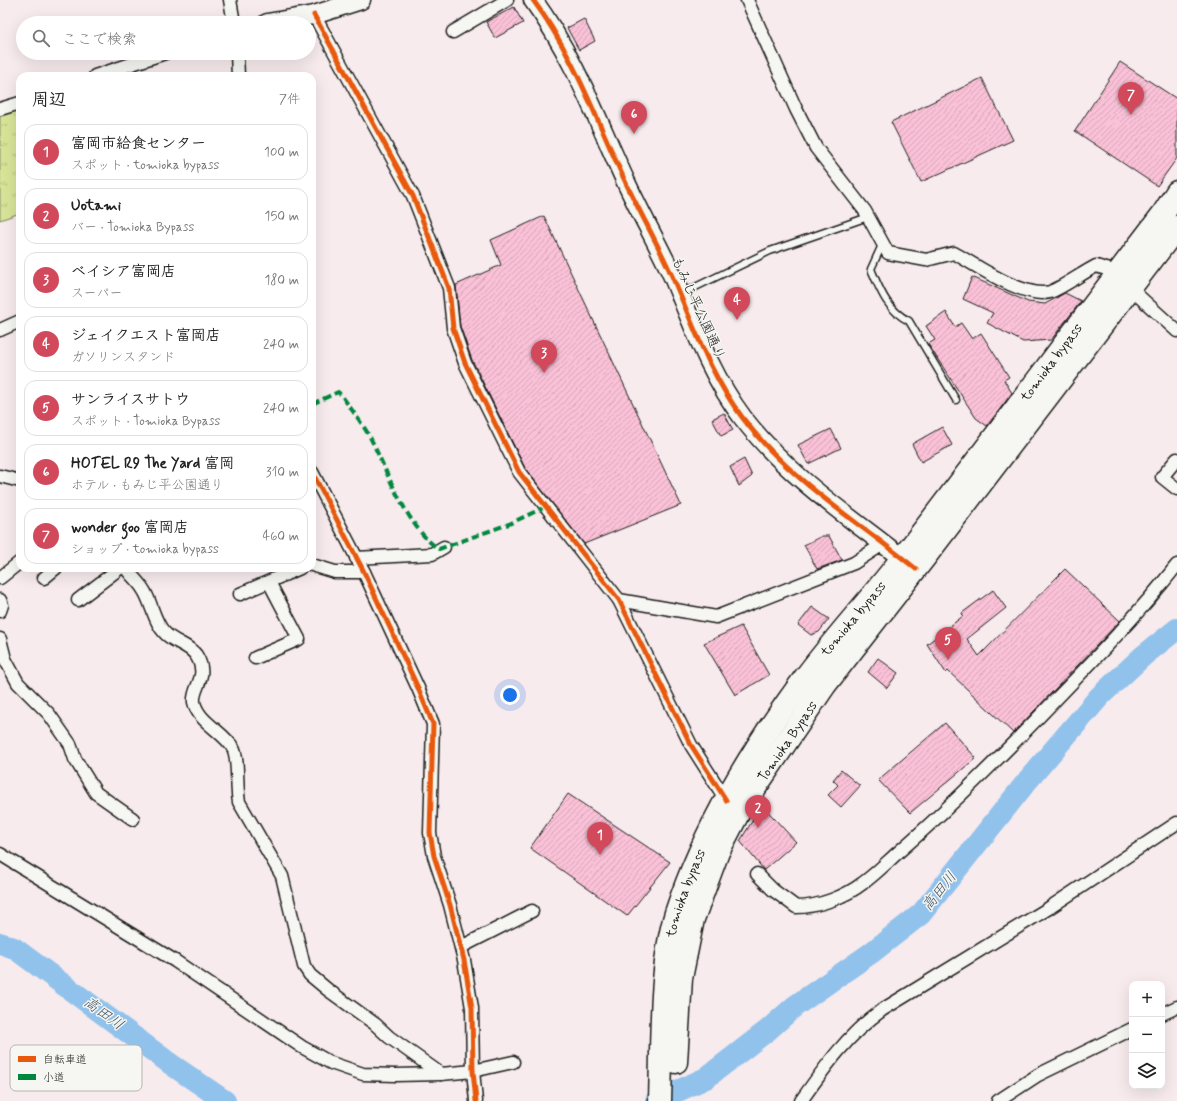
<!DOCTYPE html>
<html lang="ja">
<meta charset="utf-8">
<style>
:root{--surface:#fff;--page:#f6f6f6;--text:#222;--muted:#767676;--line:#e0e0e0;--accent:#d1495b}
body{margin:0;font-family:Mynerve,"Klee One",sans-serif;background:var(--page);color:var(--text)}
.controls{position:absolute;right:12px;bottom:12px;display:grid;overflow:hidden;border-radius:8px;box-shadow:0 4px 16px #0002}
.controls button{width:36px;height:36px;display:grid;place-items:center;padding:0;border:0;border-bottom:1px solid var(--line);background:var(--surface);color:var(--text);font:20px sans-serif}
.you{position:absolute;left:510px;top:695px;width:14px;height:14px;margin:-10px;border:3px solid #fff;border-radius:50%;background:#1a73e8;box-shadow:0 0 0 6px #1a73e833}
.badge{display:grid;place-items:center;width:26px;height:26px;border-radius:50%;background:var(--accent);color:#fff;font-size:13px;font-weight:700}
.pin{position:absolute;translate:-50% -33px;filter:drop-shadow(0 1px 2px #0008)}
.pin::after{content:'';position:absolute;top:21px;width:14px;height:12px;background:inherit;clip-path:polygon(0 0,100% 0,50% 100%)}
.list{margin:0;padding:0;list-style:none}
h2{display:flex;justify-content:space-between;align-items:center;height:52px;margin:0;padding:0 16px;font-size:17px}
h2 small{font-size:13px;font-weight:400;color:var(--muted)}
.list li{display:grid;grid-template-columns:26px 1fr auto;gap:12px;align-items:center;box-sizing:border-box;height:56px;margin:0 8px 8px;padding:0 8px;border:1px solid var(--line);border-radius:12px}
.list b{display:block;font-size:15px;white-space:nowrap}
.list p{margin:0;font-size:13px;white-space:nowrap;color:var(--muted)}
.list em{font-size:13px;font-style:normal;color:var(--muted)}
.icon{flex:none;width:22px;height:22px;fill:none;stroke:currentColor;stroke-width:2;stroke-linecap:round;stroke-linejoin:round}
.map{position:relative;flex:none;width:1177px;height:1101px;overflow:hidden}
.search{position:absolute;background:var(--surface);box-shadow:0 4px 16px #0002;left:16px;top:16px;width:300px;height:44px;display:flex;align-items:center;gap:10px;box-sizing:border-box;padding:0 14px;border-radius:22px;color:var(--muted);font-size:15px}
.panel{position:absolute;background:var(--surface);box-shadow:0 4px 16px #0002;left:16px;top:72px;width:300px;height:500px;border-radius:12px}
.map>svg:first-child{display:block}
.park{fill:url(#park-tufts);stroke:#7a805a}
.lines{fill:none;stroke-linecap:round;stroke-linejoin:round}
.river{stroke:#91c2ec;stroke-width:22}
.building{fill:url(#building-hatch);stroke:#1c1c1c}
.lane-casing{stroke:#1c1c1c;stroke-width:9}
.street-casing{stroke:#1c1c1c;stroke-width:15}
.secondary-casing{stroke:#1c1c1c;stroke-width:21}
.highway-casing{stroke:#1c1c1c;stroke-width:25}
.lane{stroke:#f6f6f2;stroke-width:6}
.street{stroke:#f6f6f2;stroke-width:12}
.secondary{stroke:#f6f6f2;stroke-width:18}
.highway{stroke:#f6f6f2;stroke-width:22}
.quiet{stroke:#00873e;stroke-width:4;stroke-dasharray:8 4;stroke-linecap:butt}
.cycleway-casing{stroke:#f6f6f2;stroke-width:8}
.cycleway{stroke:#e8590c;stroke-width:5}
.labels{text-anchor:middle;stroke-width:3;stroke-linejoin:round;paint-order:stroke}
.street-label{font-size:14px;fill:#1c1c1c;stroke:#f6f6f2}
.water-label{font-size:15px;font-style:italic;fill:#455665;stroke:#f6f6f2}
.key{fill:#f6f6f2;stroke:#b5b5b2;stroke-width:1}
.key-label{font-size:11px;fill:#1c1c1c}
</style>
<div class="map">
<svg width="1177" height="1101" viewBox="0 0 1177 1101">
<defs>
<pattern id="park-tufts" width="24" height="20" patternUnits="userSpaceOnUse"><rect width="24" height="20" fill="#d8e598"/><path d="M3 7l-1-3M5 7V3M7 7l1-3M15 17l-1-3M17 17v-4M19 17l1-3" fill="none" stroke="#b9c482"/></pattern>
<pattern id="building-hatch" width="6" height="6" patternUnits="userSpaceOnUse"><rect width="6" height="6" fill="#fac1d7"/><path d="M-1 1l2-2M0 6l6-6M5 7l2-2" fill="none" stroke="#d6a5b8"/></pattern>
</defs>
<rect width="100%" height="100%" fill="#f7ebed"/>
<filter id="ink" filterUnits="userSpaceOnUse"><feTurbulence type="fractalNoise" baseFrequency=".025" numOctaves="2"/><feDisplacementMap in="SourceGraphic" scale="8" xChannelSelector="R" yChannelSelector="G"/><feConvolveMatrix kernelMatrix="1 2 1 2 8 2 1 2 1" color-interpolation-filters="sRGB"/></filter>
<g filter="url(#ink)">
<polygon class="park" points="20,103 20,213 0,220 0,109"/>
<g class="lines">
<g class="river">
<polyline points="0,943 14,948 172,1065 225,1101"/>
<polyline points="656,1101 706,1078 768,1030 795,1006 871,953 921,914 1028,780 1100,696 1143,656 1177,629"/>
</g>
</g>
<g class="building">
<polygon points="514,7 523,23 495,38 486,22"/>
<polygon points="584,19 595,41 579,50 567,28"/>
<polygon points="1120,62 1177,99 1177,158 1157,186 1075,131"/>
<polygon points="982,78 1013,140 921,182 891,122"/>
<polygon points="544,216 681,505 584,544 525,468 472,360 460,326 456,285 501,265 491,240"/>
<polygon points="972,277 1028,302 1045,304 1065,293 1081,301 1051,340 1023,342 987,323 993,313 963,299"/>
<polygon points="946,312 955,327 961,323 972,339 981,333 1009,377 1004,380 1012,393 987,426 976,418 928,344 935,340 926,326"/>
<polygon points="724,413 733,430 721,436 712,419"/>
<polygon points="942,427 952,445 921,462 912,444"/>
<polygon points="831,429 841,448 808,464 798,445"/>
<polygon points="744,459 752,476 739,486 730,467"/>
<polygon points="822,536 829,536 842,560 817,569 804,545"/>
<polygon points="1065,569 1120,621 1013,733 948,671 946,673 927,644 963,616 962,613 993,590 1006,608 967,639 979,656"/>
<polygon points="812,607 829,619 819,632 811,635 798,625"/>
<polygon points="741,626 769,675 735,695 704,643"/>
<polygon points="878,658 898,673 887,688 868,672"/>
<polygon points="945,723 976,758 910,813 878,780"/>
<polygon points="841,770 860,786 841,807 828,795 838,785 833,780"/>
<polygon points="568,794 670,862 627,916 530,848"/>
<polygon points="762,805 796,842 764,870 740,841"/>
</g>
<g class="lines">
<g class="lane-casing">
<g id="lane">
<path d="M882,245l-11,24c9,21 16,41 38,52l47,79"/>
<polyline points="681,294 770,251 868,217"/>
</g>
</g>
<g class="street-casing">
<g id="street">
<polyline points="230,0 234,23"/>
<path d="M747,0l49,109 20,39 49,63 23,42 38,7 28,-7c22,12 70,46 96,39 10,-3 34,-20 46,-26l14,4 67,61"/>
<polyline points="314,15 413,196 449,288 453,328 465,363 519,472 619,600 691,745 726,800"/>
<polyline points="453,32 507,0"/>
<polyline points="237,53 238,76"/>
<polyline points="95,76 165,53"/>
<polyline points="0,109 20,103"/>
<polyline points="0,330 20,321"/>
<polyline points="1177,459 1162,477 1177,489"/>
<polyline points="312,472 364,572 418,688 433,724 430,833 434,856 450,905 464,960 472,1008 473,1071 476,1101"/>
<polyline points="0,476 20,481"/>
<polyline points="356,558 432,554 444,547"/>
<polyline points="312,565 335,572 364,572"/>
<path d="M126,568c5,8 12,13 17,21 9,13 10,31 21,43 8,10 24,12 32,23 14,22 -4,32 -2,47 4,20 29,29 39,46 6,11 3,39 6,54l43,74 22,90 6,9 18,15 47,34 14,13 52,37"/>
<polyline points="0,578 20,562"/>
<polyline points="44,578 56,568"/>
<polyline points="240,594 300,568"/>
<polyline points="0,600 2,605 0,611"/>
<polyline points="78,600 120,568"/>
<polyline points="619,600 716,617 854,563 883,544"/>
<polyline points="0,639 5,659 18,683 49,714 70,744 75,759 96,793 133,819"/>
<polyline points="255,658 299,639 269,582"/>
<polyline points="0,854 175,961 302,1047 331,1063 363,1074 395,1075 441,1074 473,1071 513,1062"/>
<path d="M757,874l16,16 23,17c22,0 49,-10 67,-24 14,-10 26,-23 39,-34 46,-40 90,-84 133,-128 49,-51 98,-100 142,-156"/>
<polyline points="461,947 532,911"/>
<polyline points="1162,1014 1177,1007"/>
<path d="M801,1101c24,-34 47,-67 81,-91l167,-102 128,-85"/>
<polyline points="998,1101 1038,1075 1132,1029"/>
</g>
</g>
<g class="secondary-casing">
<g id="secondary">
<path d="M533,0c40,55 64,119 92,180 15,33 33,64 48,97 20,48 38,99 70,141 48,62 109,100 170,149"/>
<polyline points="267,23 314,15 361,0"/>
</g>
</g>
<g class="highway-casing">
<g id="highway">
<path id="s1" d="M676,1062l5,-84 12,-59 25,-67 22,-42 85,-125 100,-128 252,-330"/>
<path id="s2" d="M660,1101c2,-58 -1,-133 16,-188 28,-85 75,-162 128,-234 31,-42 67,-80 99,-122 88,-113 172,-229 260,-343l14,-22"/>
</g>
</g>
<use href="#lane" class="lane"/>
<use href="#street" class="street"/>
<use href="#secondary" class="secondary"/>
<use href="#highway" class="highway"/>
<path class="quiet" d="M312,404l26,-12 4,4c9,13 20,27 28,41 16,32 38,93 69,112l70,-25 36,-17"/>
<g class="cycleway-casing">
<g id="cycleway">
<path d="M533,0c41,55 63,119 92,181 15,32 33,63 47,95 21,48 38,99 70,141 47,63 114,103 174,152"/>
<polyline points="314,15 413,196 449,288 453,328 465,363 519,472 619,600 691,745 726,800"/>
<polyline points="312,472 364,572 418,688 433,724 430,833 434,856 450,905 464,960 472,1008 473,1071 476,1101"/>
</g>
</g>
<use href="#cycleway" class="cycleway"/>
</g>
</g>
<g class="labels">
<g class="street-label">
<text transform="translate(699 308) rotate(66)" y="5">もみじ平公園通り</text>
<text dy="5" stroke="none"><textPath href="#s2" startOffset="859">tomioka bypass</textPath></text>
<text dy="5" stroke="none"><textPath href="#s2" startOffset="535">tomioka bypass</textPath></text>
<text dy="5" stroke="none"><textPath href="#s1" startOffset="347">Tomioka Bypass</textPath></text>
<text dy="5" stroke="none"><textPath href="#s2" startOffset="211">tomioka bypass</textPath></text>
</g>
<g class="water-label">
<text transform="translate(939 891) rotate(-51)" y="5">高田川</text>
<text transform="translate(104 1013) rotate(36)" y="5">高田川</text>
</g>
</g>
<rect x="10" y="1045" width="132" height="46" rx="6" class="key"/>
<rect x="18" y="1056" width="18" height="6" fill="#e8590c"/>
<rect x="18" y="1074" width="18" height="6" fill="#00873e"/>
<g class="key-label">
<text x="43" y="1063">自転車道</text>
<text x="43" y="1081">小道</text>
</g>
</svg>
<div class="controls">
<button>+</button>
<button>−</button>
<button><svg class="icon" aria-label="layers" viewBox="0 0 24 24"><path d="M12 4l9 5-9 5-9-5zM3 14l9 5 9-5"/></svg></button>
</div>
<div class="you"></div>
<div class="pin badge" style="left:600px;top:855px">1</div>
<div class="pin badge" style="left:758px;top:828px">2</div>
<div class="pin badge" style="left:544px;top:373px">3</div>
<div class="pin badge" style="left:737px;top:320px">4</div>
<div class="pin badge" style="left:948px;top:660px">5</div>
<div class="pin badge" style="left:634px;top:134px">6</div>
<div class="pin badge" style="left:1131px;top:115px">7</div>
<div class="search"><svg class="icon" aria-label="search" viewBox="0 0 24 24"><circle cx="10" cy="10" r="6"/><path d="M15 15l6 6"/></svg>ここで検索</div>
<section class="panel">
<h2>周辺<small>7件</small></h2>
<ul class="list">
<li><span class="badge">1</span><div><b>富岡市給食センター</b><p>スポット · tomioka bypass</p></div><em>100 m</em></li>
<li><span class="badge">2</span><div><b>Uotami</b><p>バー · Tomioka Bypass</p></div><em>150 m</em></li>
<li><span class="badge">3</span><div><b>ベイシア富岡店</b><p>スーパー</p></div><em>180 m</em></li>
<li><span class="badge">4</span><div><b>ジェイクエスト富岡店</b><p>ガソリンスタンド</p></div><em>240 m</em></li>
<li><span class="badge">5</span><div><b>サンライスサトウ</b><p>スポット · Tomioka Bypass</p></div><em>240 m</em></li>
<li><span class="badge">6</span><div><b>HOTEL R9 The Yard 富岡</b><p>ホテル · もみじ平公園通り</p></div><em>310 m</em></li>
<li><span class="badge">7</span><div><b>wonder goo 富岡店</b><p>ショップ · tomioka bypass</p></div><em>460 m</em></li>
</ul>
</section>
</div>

━━━━━━━━━━━━━━━━━━━━━━━━━━━━━━

Copy down every line of the material above that includes the string "solid".

.controls button{width:36px;height:36px;display:grid;place-items:center;padding:0;border:0;border-bottom:1px solid var(--line);background:var(--surface);color:var(--text);font:20px sans-serif}
.you{position:absolute;left:510px;top:695px;width:14px;height:14px;margin:-10px;border:3px solid #fff;border-radius:50%;background:#1a73e8;box-shadow:0 0 0 6px #1a73e833}
.list li{display:grid;grid-template-columns:26px 1fr auto;gap:12px;align-items:center;box-sizing:border-box;height:56px;margin:0 8px 8px;padding:0 8px;border:1px solid var(--line);border-radius:12px}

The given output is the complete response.